* _Problem_
Filtering the records below, copy only those lines that include the word "water".

*** Opening Input ***

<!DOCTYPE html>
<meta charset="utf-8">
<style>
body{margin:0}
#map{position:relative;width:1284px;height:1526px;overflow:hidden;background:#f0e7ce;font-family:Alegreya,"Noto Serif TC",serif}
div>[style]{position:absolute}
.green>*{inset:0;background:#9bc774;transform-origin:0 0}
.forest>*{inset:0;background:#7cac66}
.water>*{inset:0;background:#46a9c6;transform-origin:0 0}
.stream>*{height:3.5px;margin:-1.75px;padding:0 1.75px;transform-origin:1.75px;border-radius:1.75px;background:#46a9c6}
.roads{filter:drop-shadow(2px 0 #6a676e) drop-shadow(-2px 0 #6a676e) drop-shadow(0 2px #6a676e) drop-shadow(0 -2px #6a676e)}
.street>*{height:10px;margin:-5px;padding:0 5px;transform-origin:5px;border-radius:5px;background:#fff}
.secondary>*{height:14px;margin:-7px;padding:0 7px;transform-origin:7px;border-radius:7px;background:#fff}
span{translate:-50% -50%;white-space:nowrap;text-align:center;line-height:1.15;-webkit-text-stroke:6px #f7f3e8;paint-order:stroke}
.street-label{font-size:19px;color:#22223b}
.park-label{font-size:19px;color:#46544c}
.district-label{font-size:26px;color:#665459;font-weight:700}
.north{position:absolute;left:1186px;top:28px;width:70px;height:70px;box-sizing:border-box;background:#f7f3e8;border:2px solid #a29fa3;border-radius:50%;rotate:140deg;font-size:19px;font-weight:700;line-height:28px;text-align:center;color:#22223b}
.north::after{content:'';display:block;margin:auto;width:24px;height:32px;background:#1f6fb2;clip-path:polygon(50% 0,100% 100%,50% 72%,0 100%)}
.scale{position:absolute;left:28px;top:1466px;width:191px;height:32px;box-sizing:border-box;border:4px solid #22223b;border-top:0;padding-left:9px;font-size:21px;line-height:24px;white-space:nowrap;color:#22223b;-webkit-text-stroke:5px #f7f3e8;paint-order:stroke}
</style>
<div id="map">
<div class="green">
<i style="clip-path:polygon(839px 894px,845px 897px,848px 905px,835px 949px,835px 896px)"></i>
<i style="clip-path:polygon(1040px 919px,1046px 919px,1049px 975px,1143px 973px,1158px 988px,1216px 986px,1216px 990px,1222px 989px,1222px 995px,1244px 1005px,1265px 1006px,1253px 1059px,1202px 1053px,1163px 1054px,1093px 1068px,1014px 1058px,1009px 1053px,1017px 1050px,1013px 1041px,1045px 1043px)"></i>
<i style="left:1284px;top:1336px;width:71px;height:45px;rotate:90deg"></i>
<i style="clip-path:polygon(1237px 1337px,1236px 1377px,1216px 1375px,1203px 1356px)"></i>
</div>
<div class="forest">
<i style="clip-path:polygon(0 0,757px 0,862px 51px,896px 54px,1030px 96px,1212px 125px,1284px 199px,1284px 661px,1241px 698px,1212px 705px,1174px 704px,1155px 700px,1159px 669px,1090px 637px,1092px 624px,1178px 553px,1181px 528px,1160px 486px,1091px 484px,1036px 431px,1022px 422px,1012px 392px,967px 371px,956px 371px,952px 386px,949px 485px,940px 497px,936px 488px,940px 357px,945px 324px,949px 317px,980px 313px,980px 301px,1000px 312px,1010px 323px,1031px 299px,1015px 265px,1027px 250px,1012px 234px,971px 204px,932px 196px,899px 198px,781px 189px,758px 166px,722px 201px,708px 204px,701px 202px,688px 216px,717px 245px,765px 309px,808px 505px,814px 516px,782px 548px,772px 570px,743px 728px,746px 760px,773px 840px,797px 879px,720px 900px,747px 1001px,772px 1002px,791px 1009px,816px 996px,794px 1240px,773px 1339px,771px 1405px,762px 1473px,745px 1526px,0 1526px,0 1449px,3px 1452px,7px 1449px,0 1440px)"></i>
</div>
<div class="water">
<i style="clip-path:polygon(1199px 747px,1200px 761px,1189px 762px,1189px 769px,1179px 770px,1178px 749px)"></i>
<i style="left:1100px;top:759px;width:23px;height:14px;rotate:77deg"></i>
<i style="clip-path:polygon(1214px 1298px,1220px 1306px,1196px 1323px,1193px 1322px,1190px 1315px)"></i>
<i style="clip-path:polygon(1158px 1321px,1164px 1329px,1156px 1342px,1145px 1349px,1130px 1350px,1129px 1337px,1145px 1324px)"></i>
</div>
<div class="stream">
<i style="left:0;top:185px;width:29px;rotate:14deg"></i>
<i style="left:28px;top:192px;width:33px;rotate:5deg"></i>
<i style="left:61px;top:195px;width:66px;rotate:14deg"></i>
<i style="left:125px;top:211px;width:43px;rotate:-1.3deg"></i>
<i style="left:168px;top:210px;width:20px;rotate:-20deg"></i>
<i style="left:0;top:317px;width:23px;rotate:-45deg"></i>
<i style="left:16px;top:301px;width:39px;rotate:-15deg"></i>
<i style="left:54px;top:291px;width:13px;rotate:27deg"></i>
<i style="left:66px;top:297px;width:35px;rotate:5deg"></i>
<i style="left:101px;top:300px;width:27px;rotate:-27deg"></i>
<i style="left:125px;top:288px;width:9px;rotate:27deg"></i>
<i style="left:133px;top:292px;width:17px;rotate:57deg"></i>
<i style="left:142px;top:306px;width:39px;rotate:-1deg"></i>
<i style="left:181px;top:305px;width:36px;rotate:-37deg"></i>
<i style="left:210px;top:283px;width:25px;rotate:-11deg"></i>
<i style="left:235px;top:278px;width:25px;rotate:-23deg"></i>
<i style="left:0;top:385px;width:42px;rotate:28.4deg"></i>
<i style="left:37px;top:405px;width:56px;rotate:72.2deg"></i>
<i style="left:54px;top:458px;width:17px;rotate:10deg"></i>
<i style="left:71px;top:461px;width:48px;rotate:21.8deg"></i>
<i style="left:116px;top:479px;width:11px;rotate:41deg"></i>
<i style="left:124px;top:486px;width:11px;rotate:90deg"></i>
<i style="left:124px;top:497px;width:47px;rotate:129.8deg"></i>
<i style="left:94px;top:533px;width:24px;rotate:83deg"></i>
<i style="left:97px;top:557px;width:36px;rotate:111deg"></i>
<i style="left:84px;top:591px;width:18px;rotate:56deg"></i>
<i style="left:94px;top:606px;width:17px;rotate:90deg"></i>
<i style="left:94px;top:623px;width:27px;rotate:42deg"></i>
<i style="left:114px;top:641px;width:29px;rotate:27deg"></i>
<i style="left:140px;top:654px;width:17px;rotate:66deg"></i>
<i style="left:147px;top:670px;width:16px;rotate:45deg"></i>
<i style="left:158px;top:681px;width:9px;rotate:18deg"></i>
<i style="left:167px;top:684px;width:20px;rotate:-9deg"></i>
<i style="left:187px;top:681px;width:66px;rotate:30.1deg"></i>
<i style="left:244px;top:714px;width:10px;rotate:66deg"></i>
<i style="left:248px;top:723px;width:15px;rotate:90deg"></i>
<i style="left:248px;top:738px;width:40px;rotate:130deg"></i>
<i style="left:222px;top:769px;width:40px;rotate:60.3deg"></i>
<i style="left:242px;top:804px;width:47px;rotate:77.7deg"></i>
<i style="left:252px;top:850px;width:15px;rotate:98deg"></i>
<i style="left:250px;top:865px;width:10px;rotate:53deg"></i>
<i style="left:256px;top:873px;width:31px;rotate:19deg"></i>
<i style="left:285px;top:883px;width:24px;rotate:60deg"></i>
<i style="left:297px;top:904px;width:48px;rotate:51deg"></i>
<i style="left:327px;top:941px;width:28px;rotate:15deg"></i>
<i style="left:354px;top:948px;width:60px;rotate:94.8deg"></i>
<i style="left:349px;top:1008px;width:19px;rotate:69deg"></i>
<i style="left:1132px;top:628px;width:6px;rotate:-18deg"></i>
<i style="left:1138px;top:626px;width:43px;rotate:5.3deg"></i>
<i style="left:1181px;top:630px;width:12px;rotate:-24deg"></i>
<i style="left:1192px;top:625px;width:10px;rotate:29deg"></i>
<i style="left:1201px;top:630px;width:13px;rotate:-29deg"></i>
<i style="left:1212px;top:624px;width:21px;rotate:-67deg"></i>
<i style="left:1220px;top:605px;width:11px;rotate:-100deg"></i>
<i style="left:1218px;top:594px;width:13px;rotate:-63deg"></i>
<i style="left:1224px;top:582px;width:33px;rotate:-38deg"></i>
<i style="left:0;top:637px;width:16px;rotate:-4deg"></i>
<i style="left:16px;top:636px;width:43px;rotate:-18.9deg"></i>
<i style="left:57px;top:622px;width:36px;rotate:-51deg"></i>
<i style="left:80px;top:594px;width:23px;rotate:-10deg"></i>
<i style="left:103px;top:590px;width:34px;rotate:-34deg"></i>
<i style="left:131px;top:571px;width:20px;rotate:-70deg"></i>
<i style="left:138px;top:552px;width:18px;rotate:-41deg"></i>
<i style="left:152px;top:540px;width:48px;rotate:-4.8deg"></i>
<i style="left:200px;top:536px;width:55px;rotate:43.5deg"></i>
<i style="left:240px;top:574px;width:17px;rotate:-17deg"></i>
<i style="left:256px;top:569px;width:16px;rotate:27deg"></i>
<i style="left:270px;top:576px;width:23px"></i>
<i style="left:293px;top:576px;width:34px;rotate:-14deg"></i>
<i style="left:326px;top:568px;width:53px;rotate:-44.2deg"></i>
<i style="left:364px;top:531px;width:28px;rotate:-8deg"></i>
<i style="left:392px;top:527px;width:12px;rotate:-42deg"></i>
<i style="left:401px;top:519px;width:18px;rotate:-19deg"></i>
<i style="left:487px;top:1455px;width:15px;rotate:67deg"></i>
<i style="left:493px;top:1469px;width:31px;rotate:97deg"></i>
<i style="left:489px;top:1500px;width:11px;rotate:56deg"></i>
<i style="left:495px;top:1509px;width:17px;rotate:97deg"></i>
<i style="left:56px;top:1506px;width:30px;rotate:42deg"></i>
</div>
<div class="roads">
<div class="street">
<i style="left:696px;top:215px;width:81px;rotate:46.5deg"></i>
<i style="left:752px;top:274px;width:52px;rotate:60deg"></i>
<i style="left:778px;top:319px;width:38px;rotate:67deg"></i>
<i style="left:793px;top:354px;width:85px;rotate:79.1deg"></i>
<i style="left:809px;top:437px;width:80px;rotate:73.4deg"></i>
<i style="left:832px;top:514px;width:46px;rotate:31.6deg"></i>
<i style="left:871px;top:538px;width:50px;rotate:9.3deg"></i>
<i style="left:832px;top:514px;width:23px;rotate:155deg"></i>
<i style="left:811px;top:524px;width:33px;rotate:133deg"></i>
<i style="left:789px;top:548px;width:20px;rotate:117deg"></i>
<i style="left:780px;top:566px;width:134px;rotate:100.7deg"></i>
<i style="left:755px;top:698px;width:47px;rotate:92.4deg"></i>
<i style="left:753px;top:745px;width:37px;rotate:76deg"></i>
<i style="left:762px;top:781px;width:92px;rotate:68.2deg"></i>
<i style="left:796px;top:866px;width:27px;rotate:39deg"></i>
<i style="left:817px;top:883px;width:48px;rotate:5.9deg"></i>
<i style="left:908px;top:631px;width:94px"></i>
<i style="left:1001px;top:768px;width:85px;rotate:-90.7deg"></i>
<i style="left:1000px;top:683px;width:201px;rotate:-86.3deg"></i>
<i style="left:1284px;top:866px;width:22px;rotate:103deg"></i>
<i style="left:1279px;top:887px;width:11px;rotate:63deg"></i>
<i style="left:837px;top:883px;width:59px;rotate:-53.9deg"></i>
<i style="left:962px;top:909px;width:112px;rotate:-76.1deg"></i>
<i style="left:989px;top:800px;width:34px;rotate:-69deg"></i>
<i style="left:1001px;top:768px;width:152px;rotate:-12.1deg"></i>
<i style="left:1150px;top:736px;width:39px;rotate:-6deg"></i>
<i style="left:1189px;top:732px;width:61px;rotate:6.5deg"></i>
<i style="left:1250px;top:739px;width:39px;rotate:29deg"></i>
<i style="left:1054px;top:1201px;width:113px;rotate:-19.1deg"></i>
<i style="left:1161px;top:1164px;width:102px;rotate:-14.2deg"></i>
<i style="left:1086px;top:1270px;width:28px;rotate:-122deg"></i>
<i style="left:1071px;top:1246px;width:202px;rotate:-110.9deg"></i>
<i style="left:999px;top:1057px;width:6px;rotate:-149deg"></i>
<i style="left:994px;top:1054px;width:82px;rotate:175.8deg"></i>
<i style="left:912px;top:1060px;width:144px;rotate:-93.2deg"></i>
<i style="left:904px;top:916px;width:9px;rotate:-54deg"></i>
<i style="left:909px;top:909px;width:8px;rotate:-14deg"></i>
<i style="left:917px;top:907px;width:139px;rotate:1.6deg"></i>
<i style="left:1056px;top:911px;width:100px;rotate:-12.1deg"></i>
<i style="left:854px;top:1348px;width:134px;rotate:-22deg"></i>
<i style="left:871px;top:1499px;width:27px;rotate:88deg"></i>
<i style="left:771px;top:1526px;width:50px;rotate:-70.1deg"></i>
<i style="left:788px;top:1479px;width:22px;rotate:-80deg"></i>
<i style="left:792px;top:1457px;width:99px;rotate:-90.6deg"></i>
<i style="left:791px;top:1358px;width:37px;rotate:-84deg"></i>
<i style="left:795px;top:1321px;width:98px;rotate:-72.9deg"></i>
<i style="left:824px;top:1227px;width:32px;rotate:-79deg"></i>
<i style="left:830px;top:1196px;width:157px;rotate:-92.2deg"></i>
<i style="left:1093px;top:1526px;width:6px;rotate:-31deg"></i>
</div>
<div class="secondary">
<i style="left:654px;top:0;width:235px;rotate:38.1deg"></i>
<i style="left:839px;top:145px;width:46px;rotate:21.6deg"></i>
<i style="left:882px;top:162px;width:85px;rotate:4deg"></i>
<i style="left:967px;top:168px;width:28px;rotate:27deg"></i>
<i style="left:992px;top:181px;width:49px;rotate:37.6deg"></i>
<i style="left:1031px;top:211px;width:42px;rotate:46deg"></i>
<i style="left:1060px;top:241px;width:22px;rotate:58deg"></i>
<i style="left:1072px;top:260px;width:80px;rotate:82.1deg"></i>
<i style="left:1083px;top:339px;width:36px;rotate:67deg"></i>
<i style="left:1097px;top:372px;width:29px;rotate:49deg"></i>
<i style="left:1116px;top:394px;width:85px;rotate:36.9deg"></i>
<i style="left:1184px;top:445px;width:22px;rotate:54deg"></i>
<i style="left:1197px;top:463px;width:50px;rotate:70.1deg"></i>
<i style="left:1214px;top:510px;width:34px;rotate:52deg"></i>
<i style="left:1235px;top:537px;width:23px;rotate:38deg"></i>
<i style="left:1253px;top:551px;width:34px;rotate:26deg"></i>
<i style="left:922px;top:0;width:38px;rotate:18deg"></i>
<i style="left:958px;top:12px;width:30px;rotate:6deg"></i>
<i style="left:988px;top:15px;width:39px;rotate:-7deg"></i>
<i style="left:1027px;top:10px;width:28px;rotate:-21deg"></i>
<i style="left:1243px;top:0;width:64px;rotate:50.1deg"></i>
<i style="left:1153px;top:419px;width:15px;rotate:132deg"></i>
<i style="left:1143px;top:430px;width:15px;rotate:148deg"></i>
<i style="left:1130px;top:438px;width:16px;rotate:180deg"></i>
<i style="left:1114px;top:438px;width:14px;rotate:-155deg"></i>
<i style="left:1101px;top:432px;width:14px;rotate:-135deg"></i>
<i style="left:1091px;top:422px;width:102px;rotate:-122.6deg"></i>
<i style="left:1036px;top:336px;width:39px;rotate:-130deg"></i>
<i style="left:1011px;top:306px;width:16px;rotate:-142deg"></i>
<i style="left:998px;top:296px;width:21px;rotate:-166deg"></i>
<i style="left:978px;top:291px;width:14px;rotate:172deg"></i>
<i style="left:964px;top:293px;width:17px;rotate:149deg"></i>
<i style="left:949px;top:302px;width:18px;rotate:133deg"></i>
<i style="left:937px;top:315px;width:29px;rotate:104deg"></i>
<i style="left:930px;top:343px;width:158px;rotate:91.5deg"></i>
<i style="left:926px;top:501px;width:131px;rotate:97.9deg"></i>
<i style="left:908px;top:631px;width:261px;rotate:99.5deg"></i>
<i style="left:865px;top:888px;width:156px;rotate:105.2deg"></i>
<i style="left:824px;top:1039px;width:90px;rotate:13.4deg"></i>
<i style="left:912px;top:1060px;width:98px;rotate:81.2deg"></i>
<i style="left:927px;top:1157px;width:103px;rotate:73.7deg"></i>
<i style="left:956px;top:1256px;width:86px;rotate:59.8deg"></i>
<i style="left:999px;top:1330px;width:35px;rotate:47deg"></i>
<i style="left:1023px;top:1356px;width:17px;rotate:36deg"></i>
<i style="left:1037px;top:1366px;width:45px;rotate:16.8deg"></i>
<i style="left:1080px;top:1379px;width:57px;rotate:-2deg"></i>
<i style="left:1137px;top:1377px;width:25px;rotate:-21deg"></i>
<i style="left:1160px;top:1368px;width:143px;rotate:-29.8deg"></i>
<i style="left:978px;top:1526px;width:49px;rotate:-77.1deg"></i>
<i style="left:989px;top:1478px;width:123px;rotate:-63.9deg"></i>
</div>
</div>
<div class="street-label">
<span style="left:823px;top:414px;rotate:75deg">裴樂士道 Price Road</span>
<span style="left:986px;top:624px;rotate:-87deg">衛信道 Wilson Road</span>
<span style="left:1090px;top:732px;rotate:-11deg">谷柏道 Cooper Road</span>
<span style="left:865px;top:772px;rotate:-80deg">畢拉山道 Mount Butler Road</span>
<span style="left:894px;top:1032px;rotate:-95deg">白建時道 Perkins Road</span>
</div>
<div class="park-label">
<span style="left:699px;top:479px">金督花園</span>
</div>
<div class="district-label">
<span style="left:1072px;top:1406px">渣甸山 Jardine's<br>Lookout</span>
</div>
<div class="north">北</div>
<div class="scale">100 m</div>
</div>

*** Closing Input ***

* _Output below_
.water>*{inset:0;background:#46a9c6;transform-origin:0 0}
<div class="water">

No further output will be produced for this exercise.